[[ Available records, beginning ]]

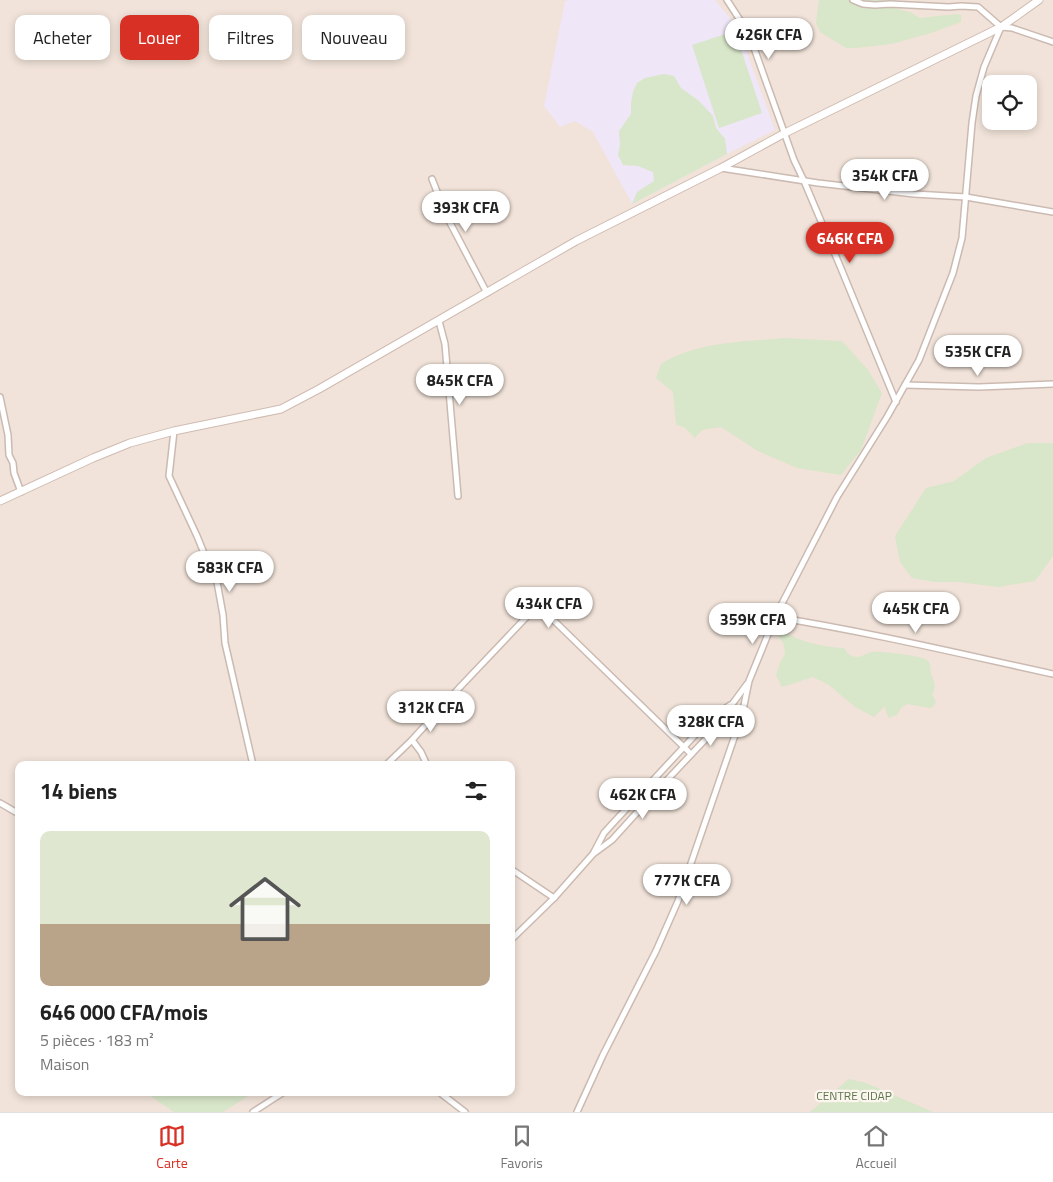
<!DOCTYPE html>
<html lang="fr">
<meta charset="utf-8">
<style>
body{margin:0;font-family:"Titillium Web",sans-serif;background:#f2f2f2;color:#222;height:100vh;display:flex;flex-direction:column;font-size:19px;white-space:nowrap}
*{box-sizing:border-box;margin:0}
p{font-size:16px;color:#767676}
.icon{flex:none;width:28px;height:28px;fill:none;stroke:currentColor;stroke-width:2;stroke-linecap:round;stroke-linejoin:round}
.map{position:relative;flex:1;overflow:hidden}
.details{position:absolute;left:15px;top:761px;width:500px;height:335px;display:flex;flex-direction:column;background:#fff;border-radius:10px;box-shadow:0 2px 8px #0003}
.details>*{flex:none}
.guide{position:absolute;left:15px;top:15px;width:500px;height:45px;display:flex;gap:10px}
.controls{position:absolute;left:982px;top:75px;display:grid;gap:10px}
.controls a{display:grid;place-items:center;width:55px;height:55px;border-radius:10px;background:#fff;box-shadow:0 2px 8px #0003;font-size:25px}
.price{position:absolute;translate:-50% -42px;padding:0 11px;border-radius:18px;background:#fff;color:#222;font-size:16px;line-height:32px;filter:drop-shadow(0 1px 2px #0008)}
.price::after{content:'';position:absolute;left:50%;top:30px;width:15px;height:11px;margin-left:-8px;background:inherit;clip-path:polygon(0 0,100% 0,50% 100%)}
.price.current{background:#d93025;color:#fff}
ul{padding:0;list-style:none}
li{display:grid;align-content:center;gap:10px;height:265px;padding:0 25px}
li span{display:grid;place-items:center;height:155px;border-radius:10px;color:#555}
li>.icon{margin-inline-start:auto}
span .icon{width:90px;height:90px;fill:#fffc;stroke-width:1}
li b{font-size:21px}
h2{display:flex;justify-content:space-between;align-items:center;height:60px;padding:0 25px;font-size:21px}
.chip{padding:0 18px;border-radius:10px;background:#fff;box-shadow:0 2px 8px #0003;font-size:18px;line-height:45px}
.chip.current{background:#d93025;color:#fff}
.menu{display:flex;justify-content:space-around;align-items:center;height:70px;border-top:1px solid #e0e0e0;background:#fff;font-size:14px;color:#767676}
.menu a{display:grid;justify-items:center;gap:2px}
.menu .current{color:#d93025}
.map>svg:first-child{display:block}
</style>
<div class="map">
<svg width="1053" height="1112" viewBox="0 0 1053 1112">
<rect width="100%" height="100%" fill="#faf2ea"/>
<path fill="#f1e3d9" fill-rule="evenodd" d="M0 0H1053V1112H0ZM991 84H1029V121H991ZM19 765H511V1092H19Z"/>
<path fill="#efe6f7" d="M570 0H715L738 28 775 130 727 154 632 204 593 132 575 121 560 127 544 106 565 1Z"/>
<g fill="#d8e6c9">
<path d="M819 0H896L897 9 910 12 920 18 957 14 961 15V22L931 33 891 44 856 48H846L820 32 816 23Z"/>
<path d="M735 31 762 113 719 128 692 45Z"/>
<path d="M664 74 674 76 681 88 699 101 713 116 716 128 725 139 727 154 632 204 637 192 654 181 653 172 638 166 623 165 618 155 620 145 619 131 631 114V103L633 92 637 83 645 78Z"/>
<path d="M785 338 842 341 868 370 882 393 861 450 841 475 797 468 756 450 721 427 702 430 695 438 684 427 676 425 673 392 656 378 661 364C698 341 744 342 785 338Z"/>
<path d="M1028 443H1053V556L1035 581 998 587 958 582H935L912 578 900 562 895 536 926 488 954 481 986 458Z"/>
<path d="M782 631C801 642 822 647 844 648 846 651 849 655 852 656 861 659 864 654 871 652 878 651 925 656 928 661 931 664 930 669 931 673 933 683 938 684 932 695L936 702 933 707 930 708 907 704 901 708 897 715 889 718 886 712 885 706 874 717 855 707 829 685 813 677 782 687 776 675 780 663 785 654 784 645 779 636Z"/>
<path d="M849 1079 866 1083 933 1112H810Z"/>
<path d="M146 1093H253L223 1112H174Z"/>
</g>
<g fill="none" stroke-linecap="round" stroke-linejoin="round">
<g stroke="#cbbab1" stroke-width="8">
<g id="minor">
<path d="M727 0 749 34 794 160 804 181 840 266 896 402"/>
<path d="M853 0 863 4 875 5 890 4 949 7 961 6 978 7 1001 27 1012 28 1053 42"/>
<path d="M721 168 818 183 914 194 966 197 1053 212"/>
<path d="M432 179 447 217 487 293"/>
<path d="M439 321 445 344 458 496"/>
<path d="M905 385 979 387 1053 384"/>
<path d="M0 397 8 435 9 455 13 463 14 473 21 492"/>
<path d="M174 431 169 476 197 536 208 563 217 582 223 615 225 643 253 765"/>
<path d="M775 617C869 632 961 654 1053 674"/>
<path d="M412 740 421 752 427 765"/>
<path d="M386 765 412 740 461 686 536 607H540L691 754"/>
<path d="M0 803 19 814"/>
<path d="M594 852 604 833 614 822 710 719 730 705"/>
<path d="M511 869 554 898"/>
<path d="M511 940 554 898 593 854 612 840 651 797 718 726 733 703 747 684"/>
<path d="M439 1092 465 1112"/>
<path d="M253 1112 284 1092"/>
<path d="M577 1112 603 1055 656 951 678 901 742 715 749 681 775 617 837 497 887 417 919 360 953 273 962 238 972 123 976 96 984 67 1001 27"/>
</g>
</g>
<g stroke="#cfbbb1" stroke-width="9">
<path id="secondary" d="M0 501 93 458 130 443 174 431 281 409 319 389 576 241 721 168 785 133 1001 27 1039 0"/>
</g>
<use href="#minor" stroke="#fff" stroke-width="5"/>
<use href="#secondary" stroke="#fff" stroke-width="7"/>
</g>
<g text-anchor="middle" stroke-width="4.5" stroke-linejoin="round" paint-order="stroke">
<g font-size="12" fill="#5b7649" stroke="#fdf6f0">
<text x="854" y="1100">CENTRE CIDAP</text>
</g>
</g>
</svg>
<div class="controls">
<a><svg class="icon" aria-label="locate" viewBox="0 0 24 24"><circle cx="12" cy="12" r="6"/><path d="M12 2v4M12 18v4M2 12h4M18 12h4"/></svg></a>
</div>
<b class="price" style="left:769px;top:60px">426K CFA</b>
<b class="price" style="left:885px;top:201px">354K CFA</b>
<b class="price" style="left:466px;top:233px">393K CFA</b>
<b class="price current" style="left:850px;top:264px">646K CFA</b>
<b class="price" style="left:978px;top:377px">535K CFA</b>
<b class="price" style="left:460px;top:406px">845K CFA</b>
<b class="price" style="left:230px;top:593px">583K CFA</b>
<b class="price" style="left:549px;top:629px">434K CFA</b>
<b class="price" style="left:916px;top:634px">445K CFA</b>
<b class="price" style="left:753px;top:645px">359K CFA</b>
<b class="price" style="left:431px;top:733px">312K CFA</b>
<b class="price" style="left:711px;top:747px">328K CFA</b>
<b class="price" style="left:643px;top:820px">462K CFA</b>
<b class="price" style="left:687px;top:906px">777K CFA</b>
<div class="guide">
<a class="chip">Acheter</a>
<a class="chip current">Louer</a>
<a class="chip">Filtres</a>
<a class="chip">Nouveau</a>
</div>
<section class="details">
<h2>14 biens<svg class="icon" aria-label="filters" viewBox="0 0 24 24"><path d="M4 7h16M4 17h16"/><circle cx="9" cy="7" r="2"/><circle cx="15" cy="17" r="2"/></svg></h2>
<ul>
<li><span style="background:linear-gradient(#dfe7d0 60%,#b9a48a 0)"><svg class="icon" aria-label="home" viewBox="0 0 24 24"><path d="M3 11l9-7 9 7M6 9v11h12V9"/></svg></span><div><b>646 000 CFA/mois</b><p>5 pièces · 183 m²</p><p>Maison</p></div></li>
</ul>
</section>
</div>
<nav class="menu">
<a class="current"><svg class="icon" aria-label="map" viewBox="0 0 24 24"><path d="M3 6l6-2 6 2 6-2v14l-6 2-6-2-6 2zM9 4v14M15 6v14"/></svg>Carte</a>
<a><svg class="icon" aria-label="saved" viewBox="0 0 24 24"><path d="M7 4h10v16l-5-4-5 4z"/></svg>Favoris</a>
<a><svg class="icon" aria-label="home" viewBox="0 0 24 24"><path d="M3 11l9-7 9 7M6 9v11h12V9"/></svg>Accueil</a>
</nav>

[[ Available records, end ]]

Wherever a line of the records above contains the string "none", copy that line out.

.icon{flex:none;width:28px;height:28px;fill:none;stroke:currentColor;stroke-width:2;stroke-linecap:round;stroke-linejoin:round}
.details>*{flex:none}
ul{padding:0;list-style:none}
<g fill="none" stroke-linecap="round" stroke-linejoin="round">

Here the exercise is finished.